#### [Task statement]
With the pictures excluded, repeat every entry exactly.

#### [Dataset]
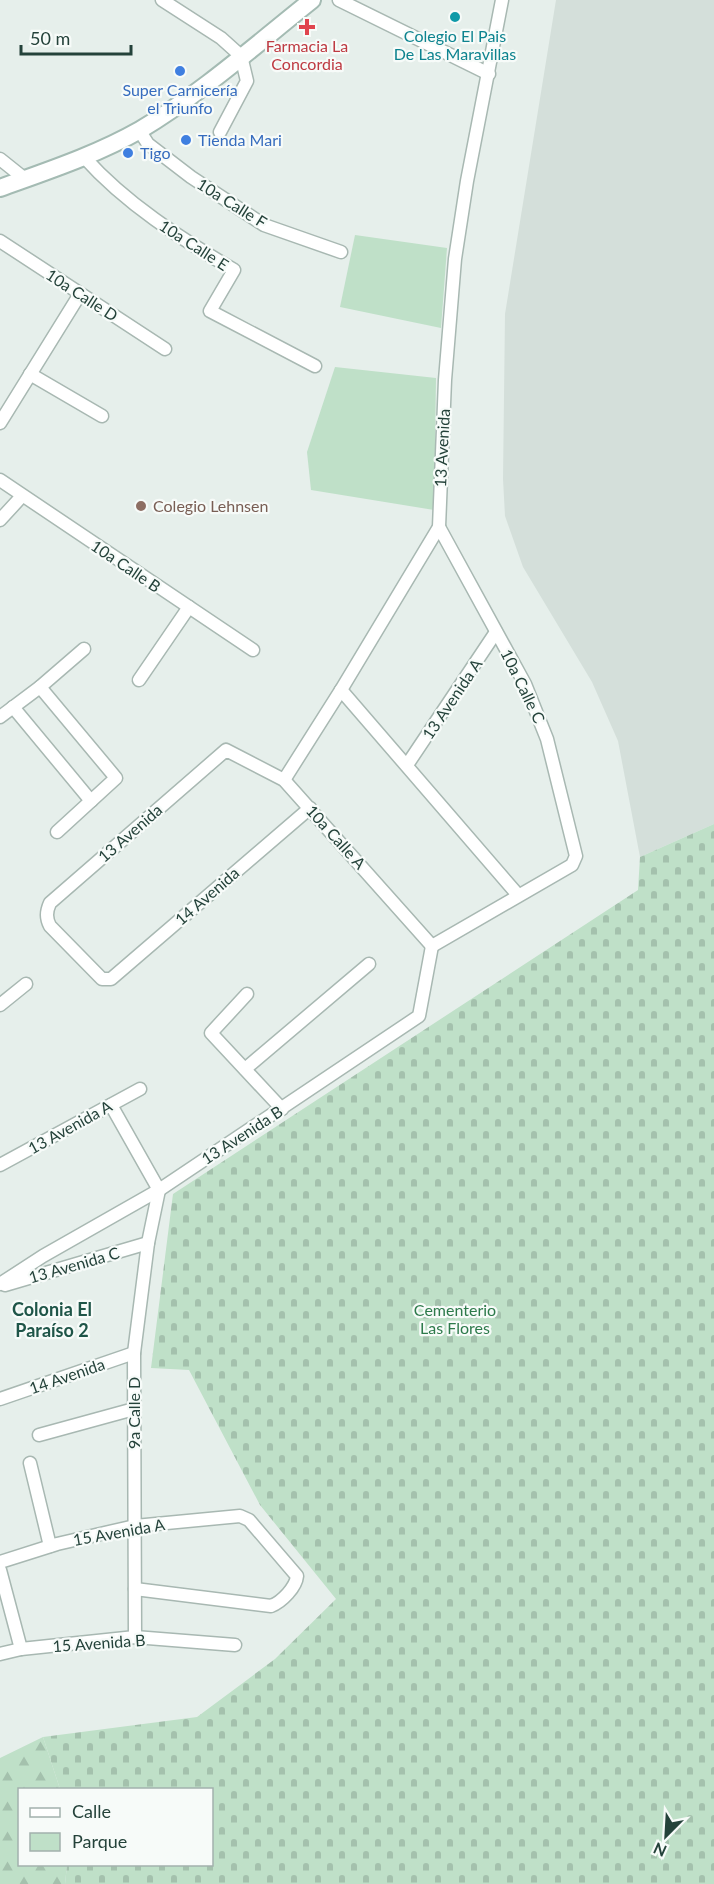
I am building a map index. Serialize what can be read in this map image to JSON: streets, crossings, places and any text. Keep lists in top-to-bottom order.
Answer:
{
  "streets": {
    "street": [
      "10a Calle F",
      "10a Calle E",
      "10a Calle D",
      "13 Avenida",
      "10a Calle B",
      "10a Calle C",
      "13 Avenida A",
      "10a Calle A",
      "14 Avenida",
      "13 Avenida B",
      "13 Avenida C",
      "9a Calle D",
      "15 Avenida A",
      "15 Avenida B"
    ]
  },
  "crossings": [
    ["13 Avenida", "10a Calle C"],
    ["13 Avenida", "10a Calle A"],
    ["13 Avenida", "14 Avenida"],
    ["10a Calle C", "13 Avenida A"],
    ["10a Calle A", "14 Avenida"],
    ["10a Calle A", "13 Avenida B"],
    ["14 Avenida", "9a Calle D"],
    ["13 Avenida B", "13 Avenida C"],
    ["13 Avenida B", "9a Calle D"],
    ["13 Avenida C", "9a Calle D"],
    ["9a Calle D", "15 Avenida A"],
    ["9a Calle D", "15 Avenida B"]
  ],
  "districts": ["Colonia El Paraíso 2"],
  "parks": ["Cementerio Las Flores"],
  "places": {
    "other": [
      "Colegio El Pais De Las Maravillas",
      "Super Carnicería el Triunfo",
      "Tienda Mari",
      "Tigo",
      "Colegio Lehnsen"
    ],
    "health": ["Farmacia La Concordia"]
  },
  "legend": ["Calle", "Parque"],
  "scale_bar": "50 m",
  "north": "bottom left"
}
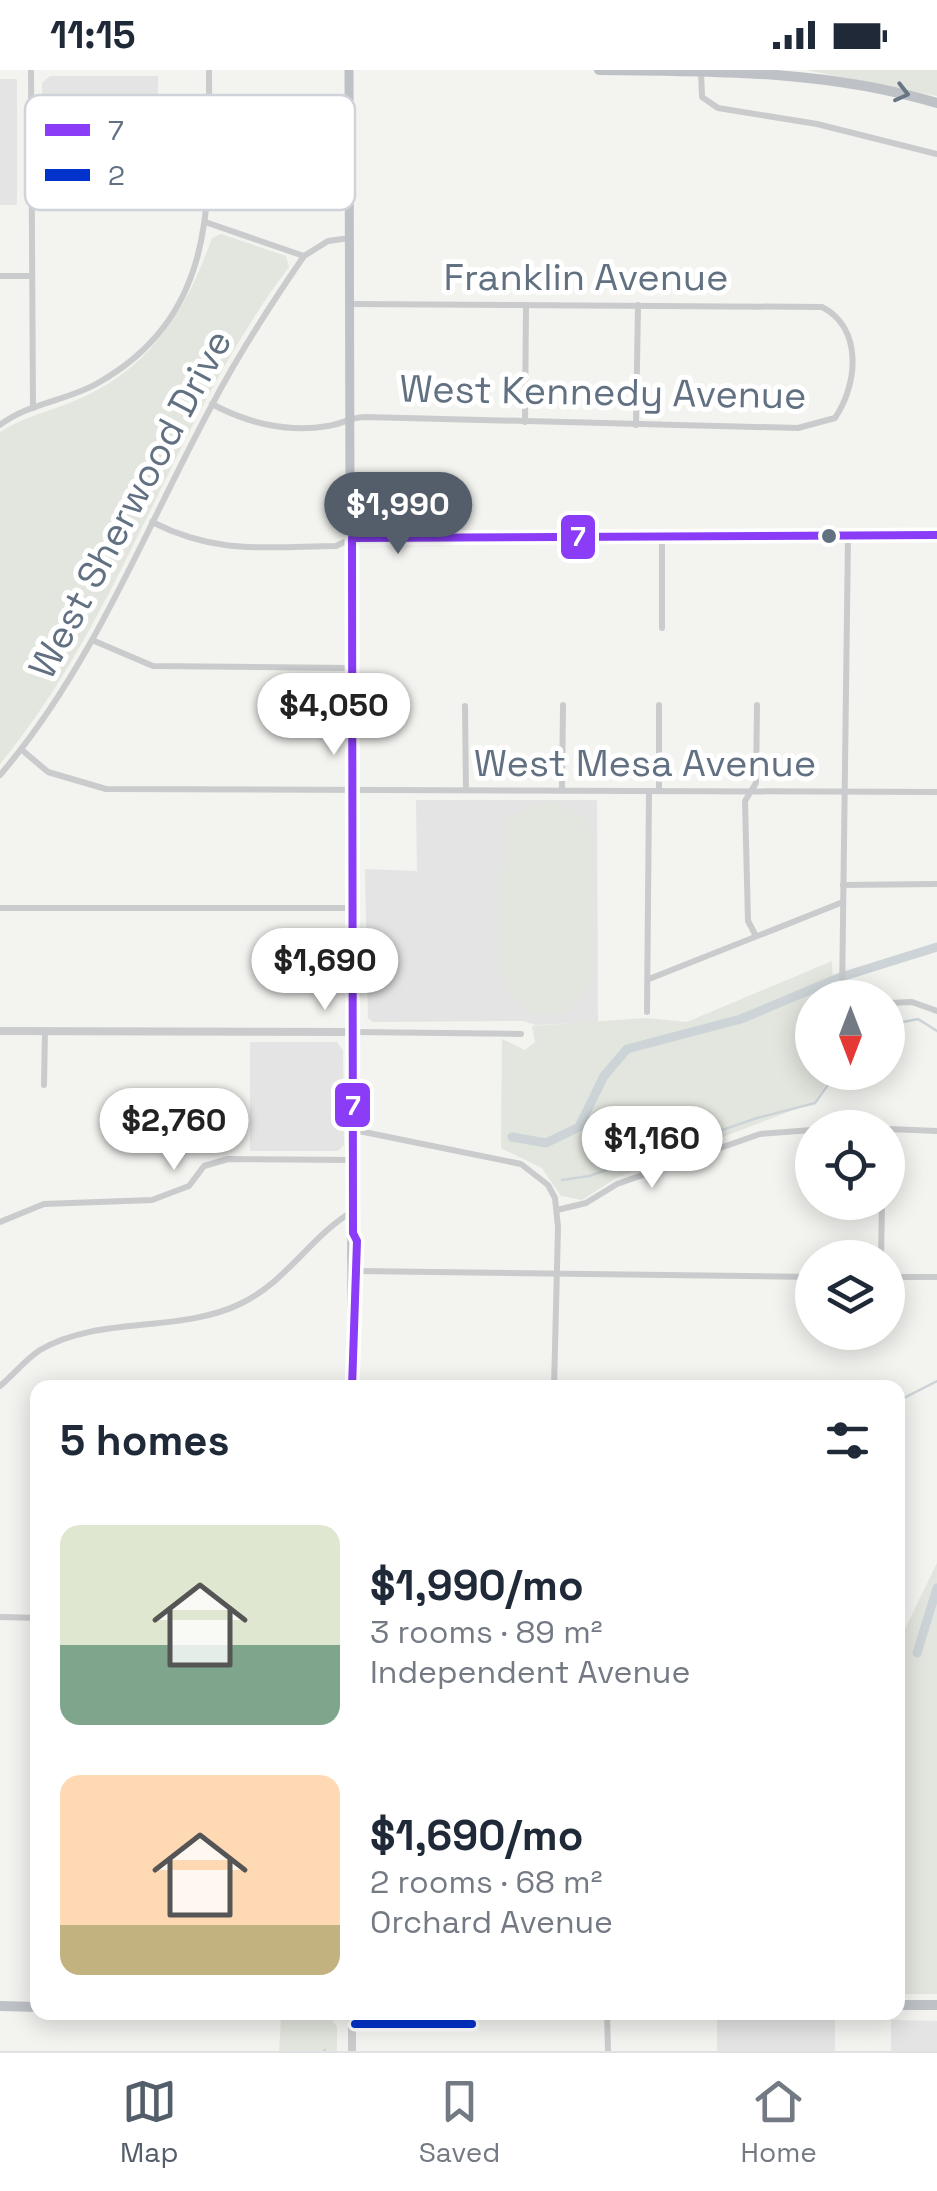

#### [Task answer]
I am building a map index. Serialize what can be read in this map image to JSON: streets, crossings, places and any text. Keep lists in top-to-bottom order.
Answer:
{
  "streets": {
    "street": [
      "10a Calle F",
      "10a Calle E",
      "10a Calle D",
      "13 Avenida",
      "10a Calle B",
      "10a Calle C",
      "13 Avenida A",
      "10a Calle A",
      "14 Avenida",
      "13 Avenida B",
      "13 Avenida C",
      "9a Calle D",
      "15 Avenida A",
      "15 Avenida B"
    ]
  },
  "crossings": [
    ["13 Avenida", "10a Calle C"],
    ["13 Avenida", "10a Calle A"],
    ["13 Avenida", "14 Avenida"],
    ["10a Calle C", "13 Avenida A"],
    ["10a Calle A", "14 Avenida"],
    ["10a Calle A", "13 Avenida B"],
    ["14 Avenida", "9a Calle D"],
    ["13 Avenida B", "13 Avenida C"],
    ["13 Avenida B", "9a Calle D"],
    ["13 Avenida C", "9a Calle D"],
    ["9a Calle D", "15 Avenida A"],
    ["9a Calle D", "15 Avenida B"]
  ],
  "districts": ["Colonia El Paraíso 2"],
  "parks": ["Cementerio Las Flores"],
  "places": {
    "other": [
      "Colegio El Pais De Las Maravillas",
      "Super Carnicería el Triunfo",
      "Tienda Mari",
      "Tigo",
      "Colegio Lehnsen"
    ],
    "health": ["Farmacia La Concordia"]
  },
  "legend": ["Calle", "Parque"],
  "scale_bar": "50 m",
  "north": "bottom left"
}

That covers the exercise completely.